What a billion dollars buys you this week
There have been a lot of billion dollar deals in the past couple days. Sales, proposed fines, buyouts. If you’ve got a couple billion dollars lying around the house, you had a lot of options. So, on the off-chance you’re a billionaire, here are some of the things you might have been able to buy this week:
A clean river. Los Angeles city officials want to turn Los Angeles River into a scenic urban oasis, and that plan just got a bit more likely with the U.S. Army Corps of Engineers recommending approval of that $1 billion proposal. This all still has to be voted on by Congress, but it’s looking like the Los Angeles River might not be a concrete corridor for much longer.
The worst franchise in sports history. That’s what former Microsoft tycoon Steve Ballmer seems like he’ll be able to buy from noted racist-remark-maker Donald Sterling if and when his deal to buy the Los Angeles Clippers goes through. Beating out bids by David Geffen, Grant Hill, and Oprah Winfrey, the deal still requires final approval from the NBA. And though Sports Illustrated named the Clippers the “worst franchise in sports history,” their fortunes appear to be looking up.
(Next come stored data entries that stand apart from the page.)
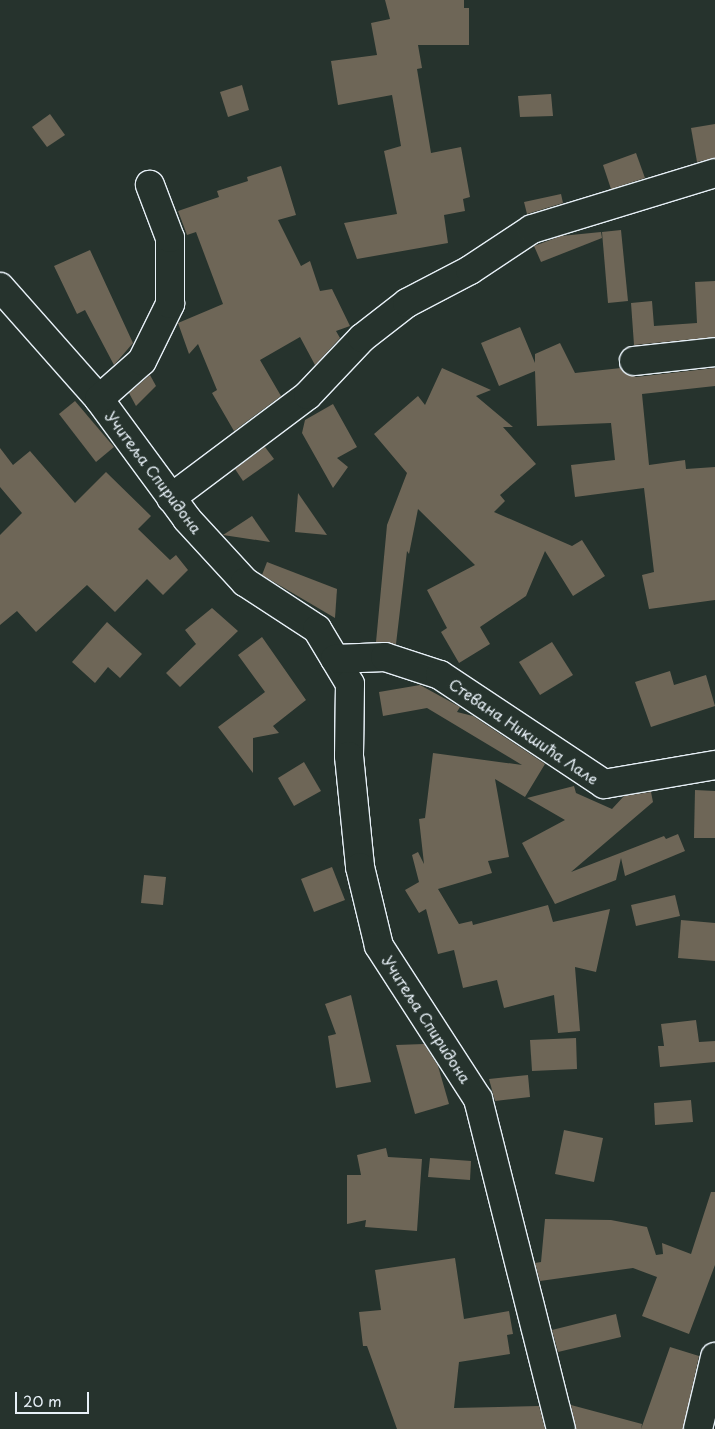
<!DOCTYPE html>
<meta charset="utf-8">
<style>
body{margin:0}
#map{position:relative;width:715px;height:1429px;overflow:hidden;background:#26332d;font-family:"Playpen Sans",sans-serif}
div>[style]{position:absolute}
.building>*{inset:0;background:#6e6657}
.roads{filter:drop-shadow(1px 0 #e8f1f8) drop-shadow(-1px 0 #e8f1f8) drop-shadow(0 1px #e8f1f8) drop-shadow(0 -1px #e8f1f8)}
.minor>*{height:28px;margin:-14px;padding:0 14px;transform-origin:14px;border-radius:14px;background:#26332d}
span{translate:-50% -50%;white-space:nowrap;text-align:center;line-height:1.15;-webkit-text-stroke:4px #26332d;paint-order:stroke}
.street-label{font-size:15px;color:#e8f1f8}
.scale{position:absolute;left:15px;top:1392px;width:74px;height:22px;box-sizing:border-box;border:2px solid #e8f1f8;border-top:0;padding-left:6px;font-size:15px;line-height:18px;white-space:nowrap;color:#e8f1f8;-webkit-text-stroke:4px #26332d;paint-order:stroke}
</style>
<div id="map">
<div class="building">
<i style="clip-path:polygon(385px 0,464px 0,464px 8px,469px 8px,469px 45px,418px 45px,422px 68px,417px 69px,431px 153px,461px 147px,470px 197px,463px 199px,465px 211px,444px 215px,448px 243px,357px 259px,344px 223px,397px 214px,384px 151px,401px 146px,392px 95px,338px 105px,331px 61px,377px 55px,371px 23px,390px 19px)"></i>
<i style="clip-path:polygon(242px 85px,249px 110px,228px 117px,220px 92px)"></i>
<i style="clip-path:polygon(551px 94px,553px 116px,520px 117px,518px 96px)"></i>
<i style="clip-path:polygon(50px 114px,65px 135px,47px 147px,32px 127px)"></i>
<i style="clip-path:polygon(715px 124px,715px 158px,697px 162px,691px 128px)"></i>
<i style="clip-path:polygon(636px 153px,645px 178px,611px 189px,603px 165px)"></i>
<i style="clip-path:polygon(281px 166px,296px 215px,278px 220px,301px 266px,310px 261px,320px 291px,332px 289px,350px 326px,336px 331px,340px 338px,315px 365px,300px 337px,260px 360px,281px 396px,234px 431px,212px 393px,217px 390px,198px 344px,189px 354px,178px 323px,223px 304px,196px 232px,187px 235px,178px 211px,219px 197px,217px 191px,248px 181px,247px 177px)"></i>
<i style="clip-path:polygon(561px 194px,563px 203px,527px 214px,524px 202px)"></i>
<i style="clip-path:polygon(621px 230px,628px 301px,608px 303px,602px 232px)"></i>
<i style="clip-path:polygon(601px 232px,602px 238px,541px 262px,534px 246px,561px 236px)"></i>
<i style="clip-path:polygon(90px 250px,133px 343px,114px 365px,85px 310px,77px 314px,54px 266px)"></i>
<i style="clip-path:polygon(715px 281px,715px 337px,634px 345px,631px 303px,652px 301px,654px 326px,697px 323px,695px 282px)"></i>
<i style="clip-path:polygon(520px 327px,535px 363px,535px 354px,560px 343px,575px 373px,621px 368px,636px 377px,715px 368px,715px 386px,642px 394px,649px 465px,685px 460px,686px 469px,715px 467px,715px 600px,649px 609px,642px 575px,654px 572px,644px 488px,575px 497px,571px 465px,615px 460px,611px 423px,537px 426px,535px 371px,499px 386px,481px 343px)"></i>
<i style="clip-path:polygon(442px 368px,491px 390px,476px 396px,513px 427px,503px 427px,536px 464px,500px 495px,505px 501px,494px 512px,572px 546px,582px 540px,605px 576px,573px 596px,545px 551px,526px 596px,480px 627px,490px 644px,459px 663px,441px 632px,447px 628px,427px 590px,475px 565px,418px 509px,409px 554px,407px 551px,396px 644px,376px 642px,387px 525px,407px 473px,374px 434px,418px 396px,425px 405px)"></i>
<i style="clip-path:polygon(150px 375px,156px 386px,136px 406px,129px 393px)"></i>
<i style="clip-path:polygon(75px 401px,114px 447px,96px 462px,59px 414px)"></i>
<i style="clip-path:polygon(333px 404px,357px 447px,337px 458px,348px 467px,333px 488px,302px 433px,305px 420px)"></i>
<i style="clip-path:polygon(265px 447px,274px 459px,243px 481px,235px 469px)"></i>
<i style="clip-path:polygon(0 448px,13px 465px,30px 451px,75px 503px,106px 472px,151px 516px,138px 529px,170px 560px,176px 555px,188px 570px,163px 595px,147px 579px,115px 612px,87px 585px,36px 632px,17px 611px,0 625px,0 535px,22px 513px,0 487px)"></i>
<i style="clip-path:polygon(298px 493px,327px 535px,295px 532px)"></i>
<i style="clip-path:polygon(252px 516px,270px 542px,223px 535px)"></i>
<i style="clip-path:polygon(267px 562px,337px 589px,335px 618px,262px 575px)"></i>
<i style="clip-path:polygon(212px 608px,238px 631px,180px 687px,166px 673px,196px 644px,185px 630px)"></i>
<i style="clip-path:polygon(107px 622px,142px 654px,120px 678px,108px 667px,95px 683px,72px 662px)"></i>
<i style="clip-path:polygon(262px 637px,306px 700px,273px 726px,279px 733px,253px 738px,253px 773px,218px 727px,265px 692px,238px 655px)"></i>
<i style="clip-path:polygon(552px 642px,573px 675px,540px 695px,519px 662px)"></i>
<i style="clip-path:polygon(670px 671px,674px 685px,706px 675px,715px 706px,651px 727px,635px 682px)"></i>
<i style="clip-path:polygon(420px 685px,460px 707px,457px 712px,473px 716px,545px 764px,525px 797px,495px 779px,509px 857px,488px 861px,492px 873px,438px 889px,459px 924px,472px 921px,473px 925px,548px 905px,553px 922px,610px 909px,596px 972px,575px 967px,580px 1031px,558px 1033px,554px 995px,504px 1008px,497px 980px,463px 988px,454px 950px,438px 954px,426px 909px,419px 913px,405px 890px,419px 882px,412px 855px,418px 852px,424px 864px,419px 819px,425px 818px,433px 753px,522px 765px,427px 708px,383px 716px,379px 692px)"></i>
<i style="clip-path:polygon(304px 762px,321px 791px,294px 806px,278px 778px)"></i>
<i style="clip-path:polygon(574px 786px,576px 793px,612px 809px,624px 796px,651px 792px,653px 802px,571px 872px,664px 836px,666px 839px,678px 834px,685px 851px,625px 876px,621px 858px,616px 880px,555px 904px,522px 843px,565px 820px,527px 798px)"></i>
<i style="clip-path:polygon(695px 790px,715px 791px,715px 838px,694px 838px)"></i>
<i style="clip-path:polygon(332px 867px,345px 900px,314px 912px,301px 879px)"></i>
<i style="clip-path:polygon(144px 875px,166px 877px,163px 905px,141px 903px)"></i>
<i style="clip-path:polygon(675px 895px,680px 916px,636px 926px,631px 905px)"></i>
<i style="clip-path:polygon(681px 920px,715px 923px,715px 961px,678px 958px)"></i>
<i style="clip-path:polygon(351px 995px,371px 1082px,336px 1088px,328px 1036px,336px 1034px,325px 1004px)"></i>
<i style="clip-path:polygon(696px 1020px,699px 1042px,715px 1041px,715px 1062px,660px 1067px,658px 1046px,664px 1046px,661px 1024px)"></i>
<i style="clip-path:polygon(576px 1038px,577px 1069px,532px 1071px,530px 1040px)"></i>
<i style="clip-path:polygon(424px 1044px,438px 1066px,449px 1104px,415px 1114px,396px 1045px)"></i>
<i style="clip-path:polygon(528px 1075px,530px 1097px,495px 1101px,489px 1079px)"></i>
<i style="clip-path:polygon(691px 1100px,693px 1122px,655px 1125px,654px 1103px)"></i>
<i style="clip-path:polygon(564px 1130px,603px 1138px,594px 1182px,555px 1174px)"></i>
<i style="clip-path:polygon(386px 1148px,388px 1157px,422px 1159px,417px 1231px,365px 1227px,366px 1220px,347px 1224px,347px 1175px,361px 1175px,357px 1155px)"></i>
<i style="clip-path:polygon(430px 1158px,471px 1161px,470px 1180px,428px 1177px)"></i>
<i style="clip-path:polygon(711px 1192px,715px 1192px,715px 1265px,689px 1334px,642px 1316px,657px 1277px,633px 1268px,540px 1281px,535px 1263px,541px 1262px,545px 1219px,611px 1220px,647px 1227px,656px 1255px,663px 1254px,662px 1243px,691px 1254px)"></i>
<i style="clip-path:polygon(455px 1258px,464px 1319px,509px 1311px,513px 1334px,507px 1335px,510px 1354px,459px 1362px,454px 1408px,539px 1406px,545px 1429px,397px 1429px,367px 1346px,363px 1346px,359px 1312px,381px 1310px,375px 1270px)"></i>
<i style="clip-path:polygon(616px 1314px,621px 1337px,558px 1352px,552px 1330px)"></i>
<i style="clip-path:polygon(670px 1347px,699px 1356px,683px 1429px,576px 1429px,571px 1405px,642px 1424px,641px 1429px)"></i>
</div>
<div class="roads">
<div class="minor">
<i style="left:0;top:287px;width:149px;rotate:48.5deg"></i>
<i style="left:99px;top:399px;width:149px;rotate:53.7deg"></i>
<i style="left:187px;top:519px;width:86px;rotate:47.4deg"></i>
<i style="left:245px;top:582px;width:86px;rotate:33.1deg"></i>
<i style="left:317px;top:629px;width:64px;rotate:59deg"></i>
<i style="left:350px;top:684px;width:72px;rotate:90.8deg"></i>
<i style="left:349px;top:756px;width:112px;rotate:84.3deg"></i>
<i style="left:360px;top:867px;width:81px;rotate:76.5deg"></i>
<i style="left:379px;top:946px;width:182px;rotate:57.1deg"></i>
<i style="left:478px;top:1099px;width:340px;rotate:75.9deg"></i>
<i style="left:634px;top:361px;width:81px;rotate:-6.3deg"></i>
<i style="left:99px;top:399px;width:57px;rotate:-41.5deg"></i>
<i style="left:142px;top:361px;width:64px;rotate:-63.8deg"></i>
<i style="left:170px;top:304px;width:66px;rotate:-90deg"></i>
<i style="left:170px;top:238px;width:57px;rotate:-110.7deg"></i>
<i style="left:171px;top:498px;width:171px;rotate:-36.9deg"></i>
<i style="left:308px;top:395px;width:79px;rotate:-46.5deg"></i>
<i style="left:362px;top:338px;width:57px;rotate:-37.9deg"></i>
<i style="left:407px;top:303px;width:71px;rotate:-27.6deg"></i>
<i style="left:470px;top:270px;width:74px;rotate:-33.5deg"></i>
<i style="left:532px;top:229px;width:191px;rotate:-17deg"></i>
<i style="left:335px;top:659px;width:50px;rotate:-2.3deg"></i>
<i style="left:385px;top:657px;width:58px;rotate:18.1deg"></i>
<i style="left:440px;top:675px;width:197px;rotate:33.6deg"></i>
<i style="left:604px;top:784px;width:113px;rotate:-9.7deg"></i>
<i style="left:698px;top:1429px;width:74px;rotate:-76.7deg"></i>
</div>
</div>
<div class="street-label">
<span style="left:154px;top:472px;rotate:53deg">Учитеља Спиридона</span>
<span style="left:524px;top:731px;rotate:34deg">Стевана Никшића Лале</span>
<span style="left:427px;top:1019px;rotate:57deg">Учитеља Спиридона</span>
</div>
<div class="scale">20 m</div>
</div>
A whole bunch of headphones. Beats, the high-end headphone manufacturer and music streaming service owned by Dr. Dre and Jimmy Iovine, might seem like an odd fit for Apple, purveyor of shiny gadgets and computers. But Apple disagrees, to the tune of the $3 billion it will spend on Beats. Apple doesn’t have to build a subscription music service itself, and instead just supplants one already in place.
Lots and lots of meat. Or not. When Pilgrim’s Pride offered to buy Hillshire Brands for $5.7 billion, everything seemed alright (or more accurately for the two huge meat companies, kosher). Then food-giant Tyson swept in with an even bigger offer and made everything a bit more complicated. The deal still hasn’t been finalized, but you could consider Hillshire the king of the prom right now.
Forgiveness, or at least freedom from further prosecution. That’s what BNP Paribas, the largest bank in France, might have to pay in order to avoid criminal prosecution. The U.S. Justice Department suspects that BNP Paribas ignored sanctions and did business with countries like Sudan and Iran, but won’t press criminal charges if the bank pays a very large fine. And the actual amount they have to pay might be far less, and BNP Paribas is looking to pay less than $8 billion.